▸ **Exercise goal**: Word for word, write out all the entries below, omitting every picture.

Source records: Begin

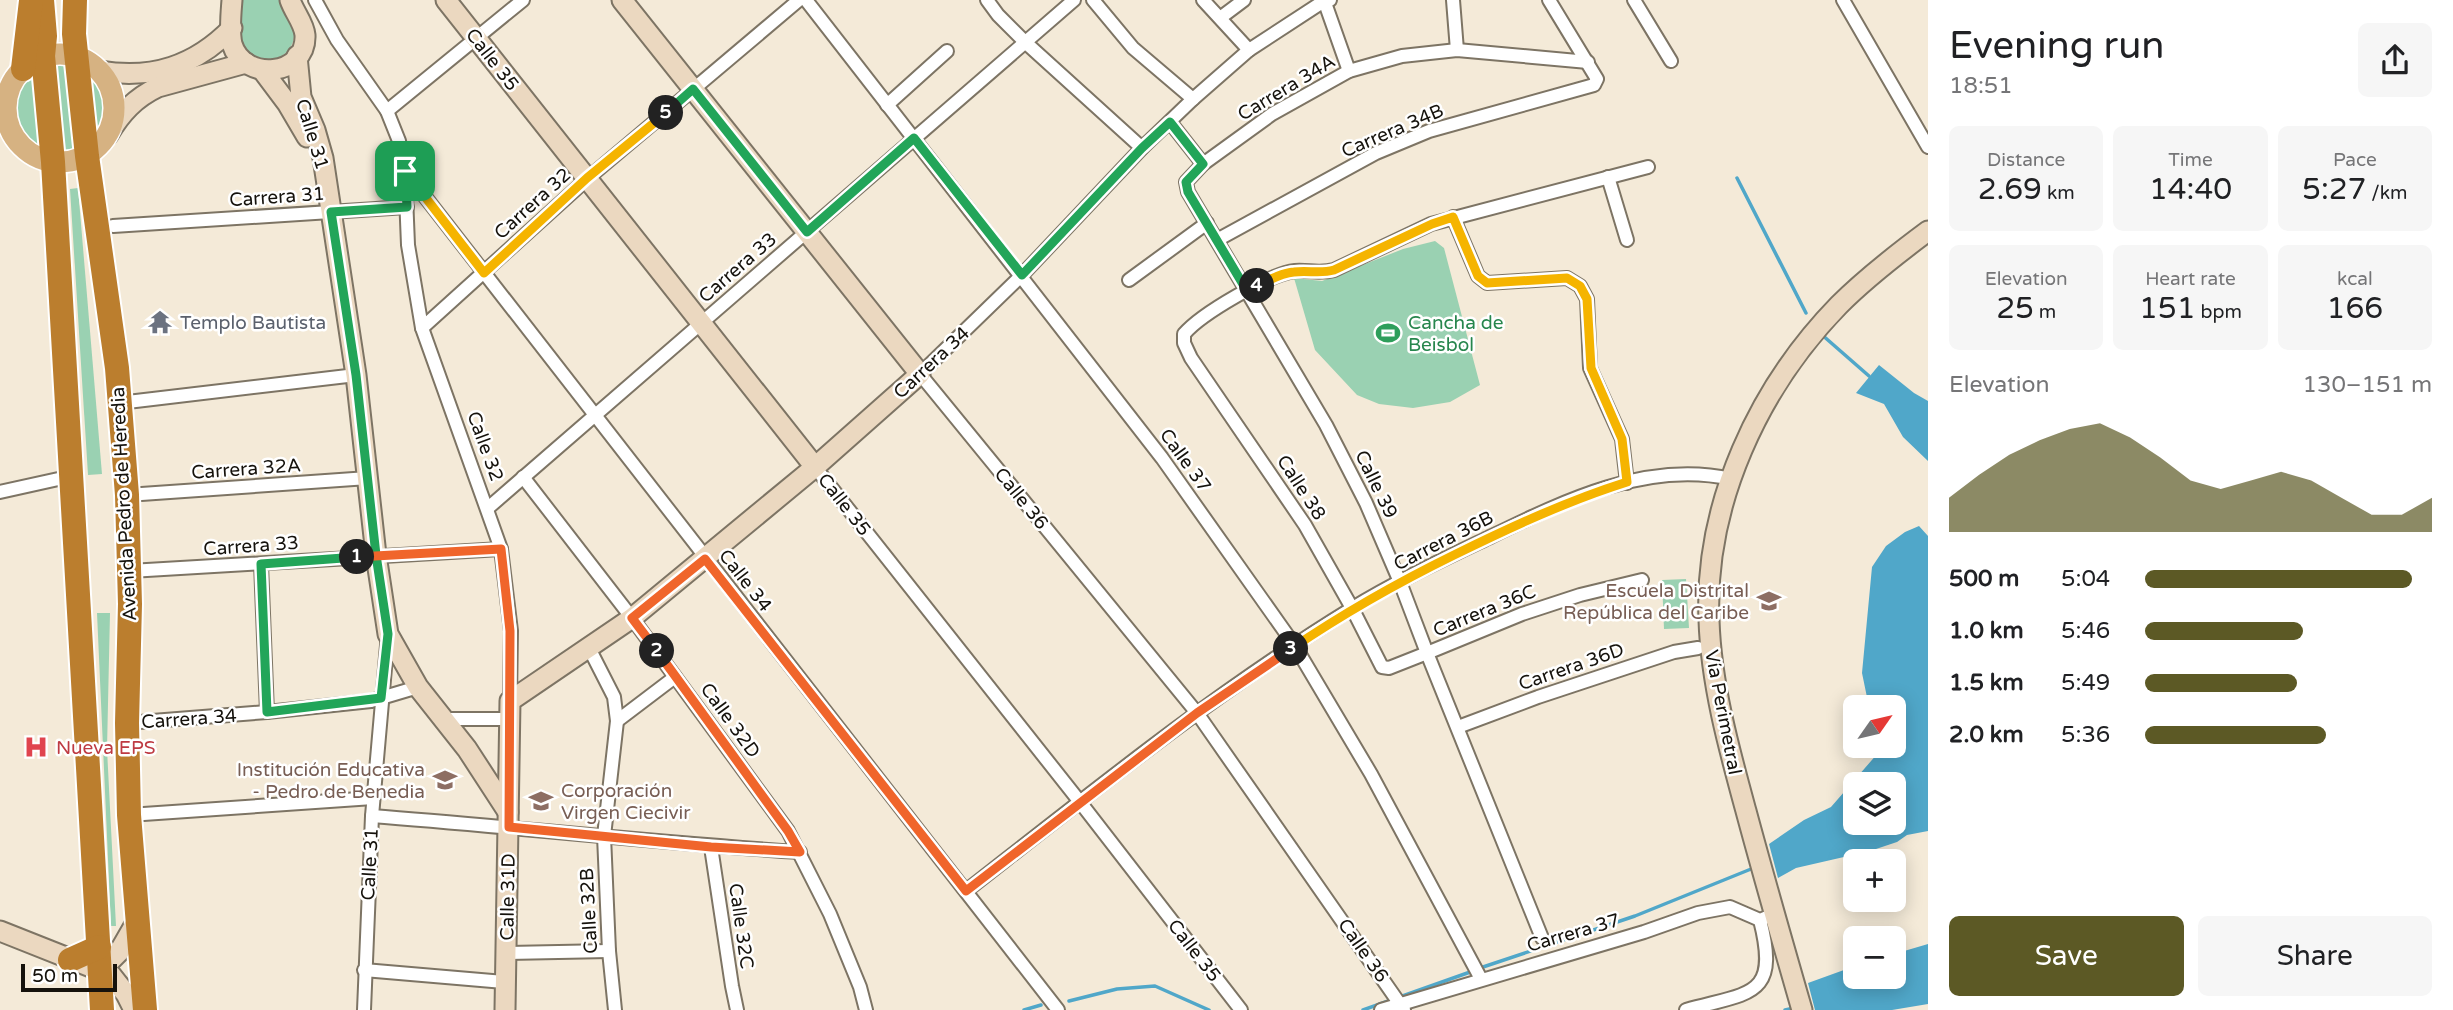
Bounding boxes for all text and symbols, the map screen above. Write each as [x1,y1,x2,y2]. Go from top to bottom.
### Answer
text: Evening run [1949,23,2164,69]
button: share [2358,23,2432,97]
street label: Calle 35 [461,24,523,95]
street label: Carrera 34A [1234,50,1339,126]
text: 18:51 [1949,72,2013,100]
street label: Calle 31 [291,96,333,172]
pin: 5 [648,96,684,130]
street label: Carrera 34B [1338,100,1447,162]
text: 5 [660,101,671,123]
pin [375,141,435,201]
text: Distance [1987,149,2065,171]
text: Time [2168,149,2213,171]
text: Pace [2333,149,2377,171]
icon: arrive [386,152,424,190]
street label: Carrera 32 [490,164,576,244]
text: 2.69 [1978,171,2042,208]
text: 14:40 [2149,171,2232,208]
text: 5:27 [2302,171,2366,208]
text: km [2042,182,2075,204]
text: /km [2366,182,2408,204]
street label: Carrera 31 [229,183,326,211]
street label: Carrera 33 [694,228,781,307]
pin: 4 [1240,268,1274,304]
text: Elevation [1985,268,2068,290]
text: Heart rate [2145,268,2236,290]
text: kcal [2337,268,2373,290]
text: 4 [1251,274,1262,296]
text: 25 [1996,290,2034,327]
text: 151 [2139,290,2196,327]
text: 166 [2327,290,2383,327]
text: m [2034,301,2056,323]
text: bpm [2196,301,2242,323]
temple icon: Templo Bautista [146,308,174,336]
place label: Templo Bautista [180,312,326,334]
place label: Cancha de Beisbol [1408,312,1504,356]
sports icon: Cancha de Beisbol [1374,319,1402,347]
street label: Carrera 34 [889,322,974,403]
text: Elevation [1949,371,2050,399]
text: 130–151 m [2303,371,2432,399]
street label: Avenida Pedro de Heredia [107,386,141,622]
street label: Calle 32 [462,408,508,484]
street label: Calle 37 [1155,425,1216,497]
street label: Calle 39 [1350,447,1402,522]
street label: Calle 38 [1272,451,1330,524]
street label: Carrera 32A [191,454,302,484]
street label: Calle 36 [990,463,1053,534]
street label: Calle 35 [813,469,875,540]
street label: Carrera 36B [1390,506,1497,575]
street label: Carrera 33 [203,532,300,560]
pin: 1 [340,540,374,574]
text: 1 [351,545,362,567]
street label: Calle 34 [714,545,776,616]
text: 500 m [1949,565,2019,593]
text: 5:04 [2061,565,2110,593]
street label: Carrera 36C [1430,580,1539,642]
place label: Escuela Distrital República del Caribe [1563,580,1749,624]
school or university icon: Escuela Distrital República del Caribe [1755,587,1783,615]
text: 1.0 km [1949,617,2024,645]
text: 5:46 [2061,617,2110,645]
pin: 3 [1274,632,1308,666]
pin: 2 [640,634,674,668]
text: 3 [1285,637,1296,659]
text: 2 [651,639,662,661]
street label: Carrera 36D [1516,639,1627,695]
street label: Vía Perimetral [1700,648,1746,777]
text: 1.5 km [1949,669,2024,697]
text: 5:49 [2061,669,2110,697]
street label: Calle 32D [696,679,765,762]
north arrow [1843,695,1906,758]
map controls [1843,695,1906,989]
street label: Carrera 34 [141,705,238,733]
text: 2.0 km [1949,721,2024,749]
text: 5:36 [2061,721,2110,749]
hospital icon: Nueva EPS [22,733,50,761]
place label: Nueva EPS [56,737,155,759]
place label: Institución Educativa - Pedro de Benedia [237,759,425,803]
school or university icon: Institución Educativa - Pedro de Benedia [431,766,459,794]
button: layers [1843,772,1906,835]
place label: Corporación Virgen Ciecivir [561,780,691,824]
school or university icon: Corporación Virgen Ciecivir [527,787,555,815]
street label: Calle 31 [357,827,383,901]
button: + [1843,849,1906,912]
street label: Calle 31D [496,853,520,941]
street label: Calle 32B [576,867,602,955]
street label: Calle 32C [724,882,758,970]
street label: Carrera 37 [1524,909,1622,957]
street label: Calle 36 [1333,914,1393,987]
street label: Calle 35 [1163,915,1225,986]
button: Save [1949,916,2184,996]
button: Share [2198,916,2432,996]
button: − [1843,926,1906,989]
scale bar [21,961,117,993]
text: 50 m [32,965,78,987]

Source records: End

▸ **Your solution**:
Bounding boxes for all text and symbols, the map screen above. Write each as [x1,y1,x2,y2]. Go from top to bottom.
### Answer
text: Evening run [1949,23,2164,69]
button: share [2358,23,2432,97]
street label: Calle 35 [461,24,523,95]
street label: Carrera 34A [1234,50,1339,126]
text: 18:51 [1949,72,2013,100]
street label: Calle 31 [291,96,333,172]
pin: 5 [648,96,684,130]
street label: Carrera 34B [1338,100,1447,162]
text: 5 [660,101,671,123]
pin [375,141,435,201]
text: Distance [1987,149,2065,171]
text: Time [2168,149,2213,171]
text: Pace [2333,149,2377,171]
icon: arrive [386,152,424,190]
street label: Carrera 32 [490,164,576,244]
text: 2.69 [1978,171,2042,208]
text: 14:40 [2149,171,2232,208]
text: 5:27 [2302,171,2366,208]
text: km [2042,182,2075,204]
text: /km [2366,182,2408,204]
street label: Carrera 31 [229,183,326,211]
street label: Carrera 33 [694,228,781,307]
pin: 4 [1240,268,1274,304]
text: Elevation [1985,268,2068,290]
text: Heart rate [2145,268,2236,290]
text: kcal [2337,268,2373,290]
text: 4 [1251,274,1262,296]
text: 25 [1996,290,2034,327]
text: 151 [2139,290,2196,327]
text: 166 [2327,290,2383,327]
text: m [2034,301,2056,323]
text: bpm [2196,301,2242,323]
temple icon: Templo Bautista [146,308,174,336]
place label: Templo Bautista [180,312,326,334]
place label: Cancha de Beisbol [1408,312,1504,356]
sports icon: Cancha de Beisbol [1374,319,1402,347]
street label: Carrera 34 [889,322,974,403]
text: Elevation [1949,371,2050,399]
text: 130–151 m [2303,371,2432,399]
street label: Avenida Pedro de Heredia [107,386,141,622]
street label: Calle 32 [462,408,508,484]
street label: Calle 37 [1155,425,1216,497]
street label: Calle 39 [1350,447,1402,522]
street label: Calle 38 [1272,451,1330,524]
street label: Carrera 32A [191,454,302,484]
street label: Calle 36 [990,463,1053,534]
street label: Calle 35 [813,469,875,540]
street label: Carrera 36B [1390,506,1497,575]
street label: Carrera 33 [203,532,300,560]
pin: 1 [340,540,374,574]
text: 1 [351,545,362,567]
street label: Calle 34 [714,545,776,616]
text: 500 m [1949,565,2019,593]
text: 5:04 [2061,565,2110,593]
street label: Carrera 36C [1430,580,1539,642]
place label: Escuela Distrital República del Caribe [1563,580,1749,624]
school or university icon: Escuela Distrital República del Caribe [1755,587,1783,615]
text: 1.0 km [1949,617,2024,645]
text: 5:46 [2061,617,2110,645]
pin: 3 [1274,632,1308,666]
pin: 2 [640,634,674,668]
text: 3 [1285,637,1296,659]
text: 2 [651,639,662,661]
street label: Carrera 36D [1516,639,1627,695]
street label: Vía Perimetral [1700,648,1746,777]
text: 1.5 km [1949,669,2024,697]
text: 5:49 [2061,669,2110,697]
street label: Calle 32D [696,679,765,762]
north arrow [1843,695,1906,758]
map controls [1843,695,1906,989]
street label: Carrera 34 [141,705,238,733]
text: 2.0 km [1949,721,2024,749]
text: 5:36 [2061,721,2110,749]
hospital icon: Nueva EPS [22,733,50,761]
place label: Nueva EPS [56,737,155,759]
place label: Institución Educativa - Pedro de Benedia [237,759,425,803]
school or university icon: Institución Educativa - Pedro de Benedia [431,766,459,794]
button: layers [1843,772,1906,835]
place label: Corporación Virgen Ciecivir [561,780,691,824]
school or university icon: Corporación Virgen Ciecivir [527,787,555,815]
street label: Calle 31 [357,827,383,901]
button: + [1843,849,1906,912]
street label: Calle 31D [496,853,520,941]
street label: Calle 32B [576,867,602,955]
street label: Calle 32C [724,882,758,970]
street label: Carrera 37 [1524,909,1622,957]
street label: Calle 36 [1333,914,1393,987]
street label: Calle 35 [1163,915,1225,986]
button: Save [1949,916,2184,996]
button: Share [2198,916,2432,996]
button: − [1843,926,1906,989]
scale bar [21,961,117,993]
text: 50 m [32,965,78,987]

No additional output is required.